Error Diffusion Halftoning Methods for High-Quality Printed and Displayed Images

Prof. Brian L. Evans
Department of Electrical and Computer Engineering
The University of Texas at Austin

bevans@ece.utexas.edu

Graduated Ph.D. Students: Dr. Niranjan Damera-Venkata (HP Labs) and Dr. Thomas D. Kite (Audio Precision)

Graduate Students: Mr. Vishal Monga

Other Collaborators: Prof. Alan C. Bovik (UT Austin) and Prof. Wilson S. Geisler (UT Austin)

Talk in Powerpoint and PDF formats

Halftoning Research at UT Austin - Halftoning Toolbox


Abstract

Image halftoning converts a high-resolution image to a low-resolution image, e.g. a 24-bit color image to a three-bit color image or an 8-bit grayscale image to a binary image, for printing and display. In error diffusion halftoning, the quantization error at each pixel is filtered and fed back to the input in order to diffuse the error among neighboring grayscale pixels. Grayscale error diffusion introduces nonlinear distortion (directional artifacts and false textures), linear distortion (sharpening), and additive noise. We describe approaches to compensate linear and nonlinear distortion based on observation that error diffusion is 2-D sigma-delta modulation (Anastassiou, 1989).
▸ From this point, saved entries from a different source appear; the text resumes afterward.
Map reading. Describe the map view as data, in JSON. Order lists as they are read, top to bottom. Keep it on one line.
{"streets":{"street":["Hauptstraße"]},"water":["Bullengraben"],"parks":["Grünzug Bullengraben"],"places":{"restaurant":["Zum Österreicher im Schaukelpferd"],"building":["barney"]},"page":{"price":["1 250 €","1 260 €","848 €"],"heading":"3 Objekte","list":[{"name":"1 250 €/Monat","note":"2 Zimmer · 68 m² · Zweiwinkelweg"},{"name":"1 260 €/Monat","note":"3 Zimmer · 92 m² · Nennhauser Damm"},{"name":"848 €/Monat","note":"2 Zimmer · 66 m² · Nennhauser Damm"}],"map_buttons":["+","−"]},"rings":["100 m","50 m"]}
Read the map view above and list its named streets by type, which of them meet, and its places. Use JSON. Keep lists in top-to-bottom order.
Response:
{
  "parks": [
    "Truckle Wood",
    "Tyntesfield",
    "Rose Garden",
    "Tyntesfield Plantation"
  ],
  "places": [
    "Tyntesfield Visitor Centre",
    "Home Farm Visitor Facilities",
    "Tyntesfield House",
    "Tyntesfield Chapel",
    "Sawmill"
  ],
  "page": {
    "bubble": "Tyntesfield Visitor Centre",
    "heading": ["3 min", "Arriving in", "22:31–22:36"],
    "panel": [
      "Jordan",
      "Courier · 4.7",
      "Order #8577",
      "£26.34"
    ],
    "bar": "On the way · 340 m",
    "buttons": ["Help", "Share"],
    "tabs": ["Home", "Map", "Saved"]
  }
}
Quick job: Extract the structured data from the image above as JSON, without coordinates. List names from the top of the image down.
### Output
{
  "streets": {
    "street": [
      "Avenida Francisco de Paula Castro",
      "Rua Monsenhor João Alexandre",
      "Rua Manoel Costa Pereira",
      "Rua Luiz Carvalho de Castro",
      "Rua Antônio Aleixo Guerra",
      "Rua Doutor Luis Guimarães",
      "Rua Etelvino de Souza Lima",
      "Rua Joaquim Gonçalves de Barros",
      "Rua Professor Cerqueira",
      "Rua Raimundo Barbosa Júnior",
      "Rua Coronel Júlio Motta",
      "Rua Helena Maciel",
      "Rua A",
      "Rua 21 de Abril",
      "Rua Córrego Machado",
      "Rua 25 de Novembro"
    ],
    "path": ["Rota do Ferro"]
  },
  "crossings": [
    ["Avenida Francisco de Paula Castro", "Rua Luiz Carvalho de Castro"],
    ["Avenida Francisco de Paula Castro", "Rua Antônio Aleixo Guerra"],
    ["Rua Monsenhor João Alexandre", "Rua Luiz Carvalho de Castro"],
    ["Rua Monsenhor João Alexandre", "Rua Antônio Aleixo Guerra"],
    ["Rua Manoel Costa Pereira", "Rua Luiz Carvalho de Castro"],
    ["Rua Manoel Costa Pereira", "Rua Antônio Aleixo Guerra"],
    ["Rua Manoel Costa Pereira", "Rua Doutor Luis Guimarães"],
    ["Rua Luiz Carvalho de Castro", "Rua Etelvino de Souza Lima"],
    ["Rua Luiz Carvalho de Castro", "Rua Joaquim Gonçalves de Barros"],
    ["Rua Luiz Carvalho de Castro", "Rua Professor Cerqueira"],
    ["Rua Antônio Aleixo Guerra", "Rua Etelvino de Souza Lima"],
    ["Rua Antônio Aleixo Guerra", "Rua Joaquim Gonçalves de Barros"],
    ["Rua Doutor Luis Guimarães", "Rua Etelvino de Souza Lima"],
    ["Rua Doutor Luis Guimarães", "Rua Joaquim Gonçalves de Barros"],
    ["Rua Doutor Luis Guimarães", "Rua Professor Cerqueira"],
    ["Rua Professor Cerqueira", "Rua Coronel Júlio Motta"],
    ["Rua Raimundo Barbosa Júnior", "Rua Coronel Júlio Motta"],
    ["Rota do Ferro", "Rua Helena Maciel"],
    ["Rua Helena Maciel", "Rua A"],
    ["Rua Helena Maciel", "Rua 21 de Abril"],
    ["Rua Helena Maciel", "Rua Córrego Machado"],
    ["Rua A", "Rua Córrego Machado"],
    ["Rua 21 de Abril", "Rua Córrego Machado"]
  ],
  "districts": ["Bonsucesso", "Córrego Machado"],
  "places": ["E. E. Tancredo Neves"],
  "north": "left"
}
Following the 1-D sigma-delta work of Ardalan and Paulos (1988), we replace the thresholding quantizer with a scalar gain plus additive noise. The amount of sharpening is proportional to the scalar gain. Setting the sharpness control parameter in the threshold modulation approach of Eschbach and Knox (1991) can theoretically eliminate sharpening effects. We use unsharpened halftones in perceptually weighted SNR measures. We also use the sharpness control parameter to achieve rate-distortion tradeoffs in JBIG2 compression of error diffused halftones.

We generalize the approach for linear distortion compensation by using an adaptive threshold modulation framework. Using the framework, we adaptively optimize the hysteresis coefficients in green noise error diffusion of Levien (1993). For edge enhancement halftoning, we minimize linear distortion by adapting the sharpness control parameter. We break up directional artifacts by using a deterministic bit flipping quantizer, which was used by Magrath and Sandler (1997) in sigma-delta research.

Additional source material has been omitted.